Siddhartha (1972) is a film based on the novel of the same name by Hermann Hesse, directed by Conrad Rooks. It was shot on location in Northern India, and features work by noted cinematographer Sven Nykvist.

The locations used for the film were the holy city of Rishikesh and the private estates and palaces of the Maharajah of Bharatpur.[1]

Plot[edit]

The film tells the story of the young Siddhartha (played by Shashi Kapoor), born in a rich family, and his search for a meaningful way of life. This search takes him through periods of harsh asceticism, sensual pleasures, material wealth, then self-revulsion and eventually to the oneness and harmony with himself that he had been seeking. Siddhartha learns that the secret of life cannot be passed on from one person to another, but must be achieved through inner experience.

Controversy[edit]

Simi Garewal's nude scene caused controversy in India.
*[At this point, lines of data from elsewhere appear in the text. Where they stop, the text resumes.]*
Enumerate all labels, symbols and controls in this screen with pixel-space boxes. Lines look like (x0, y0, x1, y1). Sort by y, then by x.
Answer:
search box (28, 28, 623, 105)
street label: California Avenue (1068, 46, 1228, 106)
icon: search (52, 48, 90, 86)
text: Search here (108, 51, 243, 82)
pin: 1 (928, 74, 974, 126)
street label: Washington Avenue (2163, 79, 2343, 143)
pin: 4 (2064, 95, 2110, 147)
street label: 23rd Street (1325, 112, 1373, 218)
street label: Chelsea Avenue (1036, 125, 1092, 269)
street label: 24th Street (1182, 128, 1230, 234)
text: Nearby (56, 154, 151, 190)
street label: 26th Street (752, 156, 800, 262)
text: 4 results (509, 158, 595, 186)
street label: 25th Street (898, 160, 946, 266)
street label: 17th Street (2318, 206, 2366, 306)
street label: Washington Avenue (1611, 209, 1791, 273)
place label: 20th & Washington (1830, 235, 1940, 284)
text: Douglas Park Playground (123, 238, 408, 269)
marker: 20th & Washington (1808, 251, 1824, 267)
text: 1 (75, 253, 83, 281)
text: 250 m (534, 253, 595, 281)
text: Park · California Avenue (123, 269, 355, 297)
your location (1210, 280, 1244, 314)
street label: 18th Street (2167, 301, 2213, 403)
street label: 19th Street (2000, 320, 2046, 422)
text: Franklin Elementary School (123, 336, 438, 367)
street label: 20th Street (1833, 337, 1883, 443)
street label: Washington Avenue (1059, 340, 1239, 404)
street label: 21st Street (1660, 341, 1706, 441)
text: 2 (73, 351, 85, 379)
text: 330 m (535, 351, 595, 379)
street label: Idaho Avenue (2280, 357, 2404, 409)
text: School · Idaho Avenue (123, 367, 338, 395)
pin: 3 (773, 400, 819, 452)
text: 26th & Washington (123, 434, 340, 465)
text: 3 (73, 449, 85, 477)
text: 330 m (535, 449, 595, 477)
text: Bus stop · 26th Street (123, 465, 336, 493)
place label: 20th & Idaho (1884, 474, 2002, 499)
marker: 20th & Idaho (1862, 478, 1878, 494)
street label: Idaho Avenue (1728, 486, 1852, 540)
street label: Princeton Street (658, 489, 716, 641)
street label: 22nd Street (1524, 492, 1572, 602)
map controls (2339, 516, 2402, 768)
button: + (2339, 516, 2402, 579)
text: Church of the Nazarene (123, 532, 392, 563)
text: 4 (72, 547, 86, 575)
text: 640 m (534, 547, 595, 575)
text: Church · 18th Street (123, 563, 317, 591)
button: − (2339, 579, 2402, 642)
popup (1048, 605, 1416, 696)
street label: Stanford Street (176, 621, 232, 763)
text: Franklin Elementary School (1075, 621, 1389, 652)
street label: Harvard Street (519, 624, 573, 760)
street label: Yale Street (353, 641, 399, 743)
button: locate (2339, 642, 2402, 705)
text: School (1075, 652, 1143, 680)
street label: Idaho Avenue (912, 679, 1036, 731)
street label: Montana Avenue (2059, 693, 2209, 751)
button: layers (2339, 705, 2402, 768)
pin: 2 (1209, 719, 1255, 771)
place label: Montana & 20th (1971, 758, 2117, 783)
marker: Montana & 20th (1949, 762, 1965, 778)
The Indian Censor Board, at that time, did not even permit on-screen kissing in Indian films.[2]

Music[edit]

All the Indian music was composed and sung by Hemant Kumar, with lyrics to the songs by Gouriprasanna: Mother’s song was by Shanti Hiranand.

Kumar's Bengali songs, adapted for Siddhartha, "Pather Klanti Bhule" is from the 1956 movie Maru Tirtha Hinglaj and "O Nodire Ekti Kotha Shudhai" is from the 1959 movie Neel Akasher Neechey.

No soundtrack album for the film was issued.

Premier and revival[edit]

The film premiered in the West and the U.S. to positive reviews. Then during the 1970s and 1980s, it disappeared from distribution and runs in theaters. In 1996 it came back after much work and restoration, followed by release to TV and Video. Those who saw it applauded the film as a tale of self-discovery and the work to restore it.